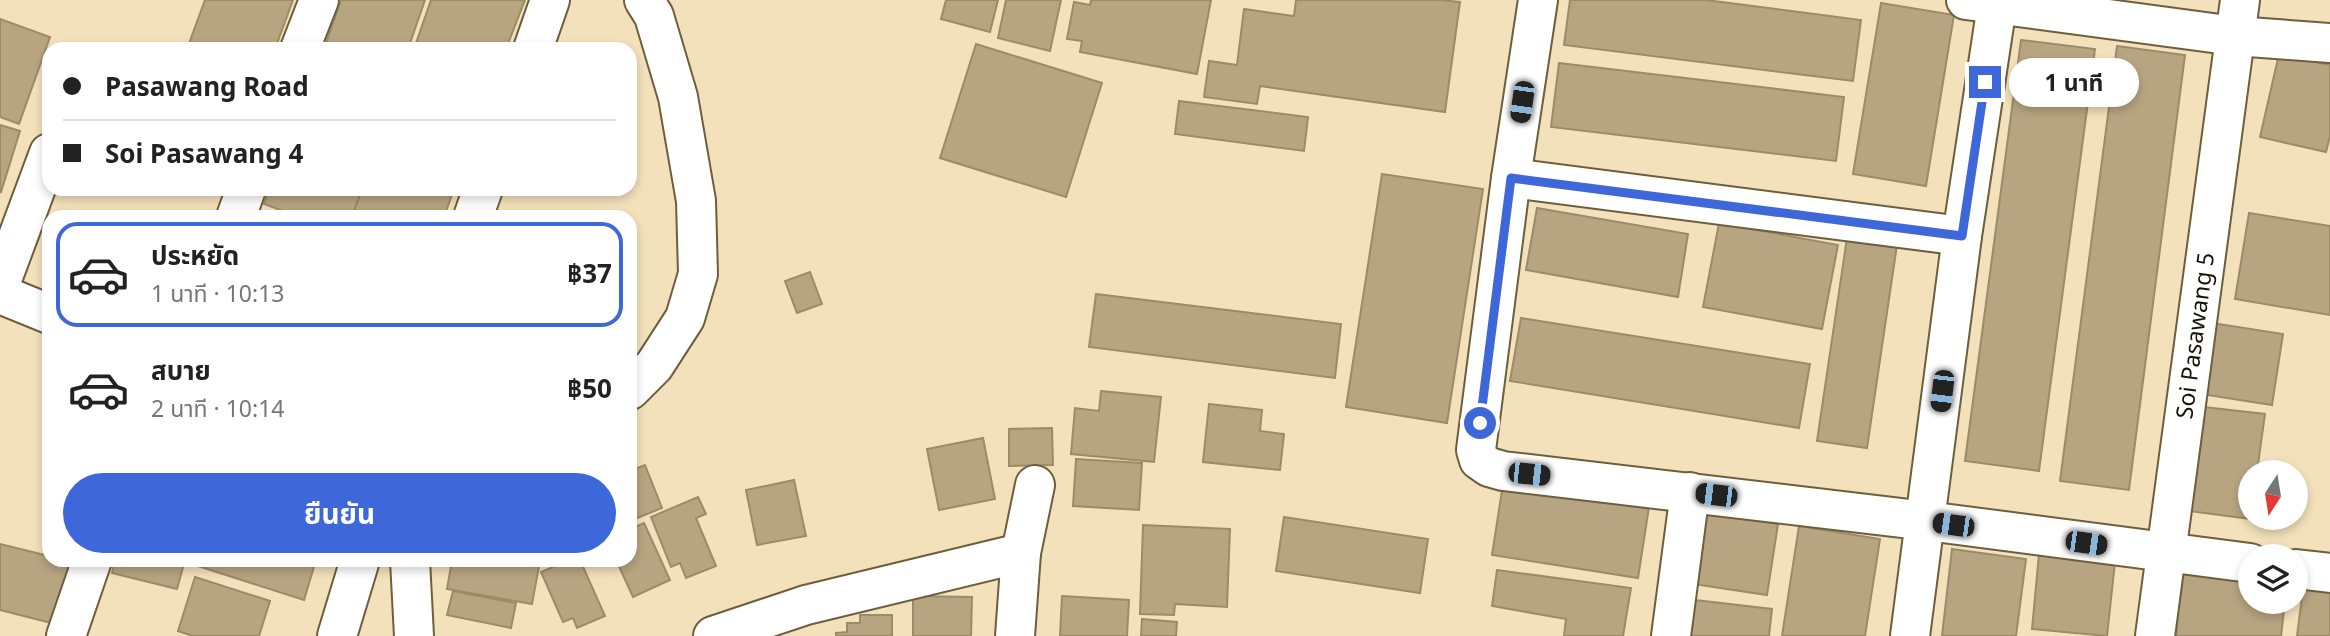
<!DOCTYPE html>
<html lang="th">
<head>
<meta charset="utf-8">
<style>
  body { margin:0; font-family:"Noto Sans","Noto Sans Thai",sans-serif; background:#f6f6f6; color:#222; height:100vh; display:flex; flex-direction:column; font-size:26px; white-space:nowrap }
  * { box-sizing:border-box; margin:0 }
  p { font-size:23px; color:#767676 }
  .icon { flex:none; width:38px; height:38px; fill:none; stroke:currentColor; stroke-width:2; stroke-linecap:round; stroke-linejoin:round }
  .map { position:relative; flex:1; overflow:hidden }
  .panel { position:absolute; left:42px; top:210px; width:595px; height:357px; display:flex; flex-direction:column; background:#fff; border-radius:21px; box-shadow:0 4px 10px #0003 }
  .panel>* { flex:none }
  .hud { position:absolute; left:42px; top:42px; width:595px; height:154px; border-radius:21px; box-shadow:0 4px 10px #0003; display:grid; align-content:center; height:154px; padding:0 21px; background:#fff }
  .needle { width:46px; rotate:192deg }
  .controls { position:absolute; left:2238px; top:460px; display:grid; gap:14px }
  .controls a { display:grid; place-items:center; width:70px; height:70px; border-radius:50%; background:#fff; box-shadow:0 4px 10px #0003; font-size:35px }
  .end { position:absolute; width:32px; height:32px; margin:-16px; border:9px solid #3e68d9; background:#fff; box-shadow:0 0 0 4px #fff }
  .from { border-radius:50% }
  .bubble { position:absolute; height:49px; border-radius:24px; background:#fff; box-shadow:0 4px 10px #0003; font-size:23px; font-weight:700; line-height:49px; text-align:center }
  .car { position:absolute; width:21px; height:42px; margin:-21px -10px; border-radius:9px; box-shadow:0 0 5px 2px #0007; background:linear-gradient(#222 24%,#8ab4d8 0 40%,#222 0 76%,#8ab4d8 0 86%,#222 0) }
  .hud b { display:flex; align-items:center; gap:24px; height:66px; font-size:26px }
  .hud b+b { border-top:2px solid #e0e0e0 }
  .hud i { width:18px; height:18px; background:#222 }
  ul { padding:12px 0 0; list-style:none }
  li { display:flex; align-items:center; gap:21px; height:105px; margin:0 14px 10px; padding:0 7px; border:4px solid transparent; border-radius:21px }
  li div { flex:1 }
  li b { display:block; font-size:26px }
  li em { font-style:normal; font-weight:700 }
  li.current { border-color:#3e68d9 }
  li>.icon { width:63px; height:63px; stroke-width:1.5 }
  .button { display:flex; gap:14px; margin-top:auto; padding:14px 21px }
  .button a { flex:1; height:80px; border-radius:42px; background:#3e68d9; color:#fff; font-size:28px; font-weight:700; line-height:80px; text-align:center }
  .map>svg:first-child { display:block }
  .building { fill:#b7a581; stroke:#9c8b68; stroke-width:2 }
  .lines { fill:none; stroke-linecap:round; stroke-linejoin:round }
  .minor-casing { stroke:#6e5e3c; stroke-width:42 }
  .minor { stroke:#fff; stroke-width:38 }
  .route { stroke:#3e68d9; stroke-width:9 }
  .labels { text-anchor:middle; stroke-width:5; stroke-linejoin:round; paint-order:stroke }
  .street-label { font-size:23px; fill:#181105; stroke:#f3e1bb }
</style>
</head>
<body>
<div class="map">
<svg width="2330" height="636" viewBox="0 0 2330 636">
  <rect width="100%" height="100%" fill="#f3e1bb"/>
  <g class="building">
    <path d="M 205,0 L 293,0 L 275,49 L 187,49 Z"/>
    <path d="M 341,0 L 425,0 L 408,49 L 324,49 Z"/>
    <path d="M 431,0 L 525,0 L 506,49 L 414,49 Z"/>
    <path d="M 946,0 L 998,0 L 990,32 L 941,19 Z"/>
    <path d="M 1006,0 L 1061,0 L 1050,51 L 998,38 Z"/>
    <path d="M 1091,0 L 1211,0 L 1197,74 L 1080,52 L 1082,41 L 1067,39 L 1074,2 L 1090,5 Z"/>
    <path d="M 1296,0 L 1441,0 L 1460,2 L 1445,112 L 1260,86 L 1257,104 L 1204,97 L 1209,61 L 1237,65 L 1244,9 L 1294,16 Z"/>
    <path d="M 1570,0 L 1706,0 L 1861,20 L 1853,81 L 1564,45 Z"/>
    <path d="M 1881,3 L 1954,15 L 1926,186 L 1853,174 Z"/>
    <path d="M 0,19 L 50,37 L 19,124 L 0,117 Z"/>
    <path d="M 2021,40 L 2095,49 L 2039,471 L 1965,461 Z"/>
    <path d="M 976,44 L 1102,83 L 1066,197 L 940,158 Z"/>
    <path d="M 2117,46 L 2185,55 L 2129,490 L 2060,481 Z"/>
    <path d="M 2279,54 L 2330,65 L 2330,136 L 2326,152 L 2260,137 Z"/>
    <path d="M 1559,63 L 1844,97 L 1836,161 L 1551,127 Z"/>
    <path d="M 1179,101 L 1308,117 L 1304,151 L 1175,134 Z"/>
    <path d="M 0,125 L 20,131 L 1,192 L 0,191 Z"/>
    <path d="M 1382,174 L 1483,189 L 1447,423 L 1346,407 Z"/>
    <path d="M 270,189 L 362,189 L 352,217 L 299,217 L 264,204 Z"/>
    <path d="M 362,189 L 454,189 L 444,217 L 352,217 Z"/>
    <path d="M 1537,208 L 1688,234 L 1678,297 L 1526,270 Z"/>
    <path d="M 2249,213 L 2330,226 L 2330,315 L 2235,299 Z"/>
    <path d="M 1719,223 L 1838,245 L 1822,329 L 1703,307 Z"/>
    <path d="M 1848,231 L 1898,238 L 1867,448 L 1817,441 Z"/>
    <path d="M 810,272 L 822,304 L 797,313 L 785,281 Z"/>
    <path d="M 1096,294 L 1341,324 L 1335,378 L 1089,347 Z"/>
    <path d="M 1521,318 L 1810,364 L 1799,428 L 1510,381 Z"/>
    <path d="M 2212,323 L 2283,334 L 2272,405 L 2201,394 Z"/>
    <path d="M 1101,391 L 1161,397 L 1154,462 L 1071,454 L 1075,408 L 1099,411 Z"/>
    <path d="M 1209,404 L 1262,410 L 1260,431 L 1284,434 L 1280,470 L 1203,462 Z"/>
    <path d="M 2195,406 L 2265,414 L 2257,472 L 2250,472 L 2251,519 L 2181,510 Z"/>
    <path d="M 1052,428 L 1053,465 L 1009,466 L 1009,429 Z"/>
    <path d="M 983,438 L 995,499 L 939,510 L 927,449 Z"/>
    <path d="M 1076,459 L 1142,463 L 1139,510 L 1073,506 Z"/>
    <path d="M 645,465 L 662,508 L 630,521 L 630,471 Z"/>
    <path d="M 794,480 L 806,536 L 757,545 L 746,490 Z"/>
    <path d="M 1503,484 L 1649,507 L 1638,578 L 1492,555 Z"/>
    <path d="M 698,497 L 706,514 L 696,518 L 716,566 L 686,578 L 680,563 L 671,567 L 651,517 Z"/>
    <path d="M 1705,513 L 1778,524 L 1767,595 L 1693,584 Z"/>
    <path d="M 1284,517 L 1428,539 L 1420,593 L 1276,571 Z"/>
    <path d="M 644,523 L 670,580 L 633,597 L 616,560 L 630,560 L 630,529 Z"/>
    <path d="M 1143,525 L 1230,529 L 1227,607 L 1175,604 L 1174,615 L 1140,614 Z"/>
    <path d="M 1799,526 L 1880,539 L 1865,636 L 1782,636 Z"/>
    <path d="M 0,544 L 49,556 L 49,560 L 63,560 L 75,563 L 59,625 L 0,610 Z"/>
    <path d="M 1952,549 L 2026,559 L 2016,636 L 1942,636 Z"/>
    <path d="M 2039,554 L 2115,562 L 2107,636 L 2032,629 Z"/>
    <path d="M 115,560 L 185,560 L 177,589 L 112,573 Z"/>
    <path d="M 200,560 L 316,560 L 304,600 L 198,566 Z"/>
    <path d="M 452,560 L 540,561 L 532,604 L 447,589 Z"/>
    <path d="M 569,560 L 580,560 L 605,616 L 577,628 L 573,618 L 563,622 L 541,572 Z"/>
    <path d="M 1497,570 L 1631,588 L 1623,636 L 1564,636 L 1566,619 L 1492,606 Z"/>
    <path d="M 2182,571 L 2250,578 L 2250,602 L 2285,602 L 2281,636 L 2176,636 Z"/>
    <path d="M 195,577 L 270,601 L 259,636 L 193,636 L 178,631 Z"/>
    <path d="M 2304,581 L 2330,584 L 2330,636 L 2297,636 Z"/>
    <path d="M 453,591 L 516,603 L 511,628 L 447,615 Z"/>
    <path d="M 913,596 L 972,597 L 971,636 L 913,636 Z"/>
    <path d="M 1062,596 L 1129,600 L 1127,636 L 1060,636 Z"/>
    <path d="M 1695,600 L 1772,609 L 1769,636 L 1690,636 Z"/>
    <path d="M 860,615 L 892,615 L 892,636 L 836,636 L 836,633 L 847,632 L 847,623 L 860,623 Z"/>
    <path d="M 1142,619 L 1177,622 L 1176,636 L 1141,636 Z"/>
  </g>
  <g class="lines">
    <g class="minor-casing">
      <g id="minor">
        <path d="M 1538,0 L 1511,178 L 1476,450 L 1479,460 L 1489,467 L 1503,471 L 1927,521 L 2250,563"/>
        <path d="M 1966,0 L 2235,36 L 2330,43"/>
        <path d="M 300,49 L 319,0"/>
        <path d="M 533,49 L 550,0"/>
        <path d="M 1511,178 L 1962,236"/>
        <path d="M 236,217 L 246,189"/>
        <path d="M 473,217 L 483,189"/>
        <path d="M 0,285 L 49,153"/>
        <path d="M 0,294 L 49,314"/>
        <path d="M 630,390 L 654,366 L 685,318 L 698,274 L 696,201 L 678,97 L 654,16 L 644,0"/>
        <path d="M 410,560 L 414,636"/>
        <path d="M 2296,569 L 2330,573"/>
        <path d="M 66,636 L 92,560"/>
        <path d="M 337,636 L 360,560"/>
        <path d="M 713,636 L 806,605 L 1021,553"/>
        <path d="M 1015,636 L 1021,553 L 1035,485"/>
        <path d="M 1671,636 L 1690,492"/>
        <path d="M 1910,636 L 1962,236 L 1997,5"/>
        <path id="s1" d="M 2155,636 L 2240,0"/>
      </g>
    </g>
    <use href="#minor" class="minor"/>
  </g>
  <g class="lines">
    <path class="route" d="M 1480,423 L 1511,178 L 1962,236 L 1985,82"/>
  </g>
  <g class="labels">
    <g class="street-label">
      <text dy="8" stroke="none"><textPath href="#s1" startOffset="303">Soi Pasawang 5</textPath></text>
    </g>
  </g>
</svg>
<div class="controls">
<a><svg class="needle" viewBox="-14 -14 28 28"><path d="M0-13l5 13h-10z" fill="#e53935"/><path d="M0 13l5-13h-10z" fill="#767676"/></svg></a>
<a><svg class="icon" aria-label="layers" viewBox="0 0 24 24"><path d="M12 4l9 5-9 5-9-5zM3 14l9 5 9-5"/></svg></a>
</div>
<i class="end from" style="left:1480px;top:423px"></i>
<i class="end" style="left:1985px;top:82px"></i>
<div class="bubble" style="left:2009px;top:58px;width:130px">1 นาที</div>
<i class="car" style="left:1522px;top:102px;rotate:188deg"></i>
<i class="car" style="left:1942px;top:391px;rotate:187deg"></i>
<i class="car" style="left:1529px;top:474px;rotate:96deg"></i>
<i class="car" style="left:1716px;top:495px;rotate:277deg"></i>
<i class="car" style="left:1953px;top:525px;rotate:278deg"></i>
<i class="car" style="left:2086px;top:543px;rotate:98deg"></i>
<div class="hud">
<b><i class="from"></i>Pasawang Road</b>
<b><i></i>Soi Pasawang 4</b>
</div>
<section class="panel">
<ul>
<li class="current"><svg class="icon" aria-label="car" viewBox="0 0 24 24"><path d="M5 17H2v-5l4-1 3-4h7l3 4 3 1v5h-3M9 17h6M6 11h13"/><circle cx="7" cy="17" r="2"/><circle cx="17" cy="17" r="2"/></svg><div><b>ประหยัด</b><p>1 นาที · 10:13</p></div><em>฿37</em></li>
<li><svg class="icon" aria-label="car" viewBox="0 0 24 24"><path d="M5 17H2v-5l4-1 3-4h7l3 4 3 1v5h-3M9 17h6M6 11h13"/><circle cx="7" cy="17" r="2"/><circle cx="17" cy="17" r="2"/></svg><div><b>สบาย</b><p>2 นาที · 10:14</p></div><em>฿50</em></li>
</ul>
<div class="button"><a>ยืนยัน</a></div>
</section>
</div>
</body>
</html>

........

* _Work instruction_:
Determine how many lines of the data contain "linecap" and give nothing but that number.

* _Response to this task_:
2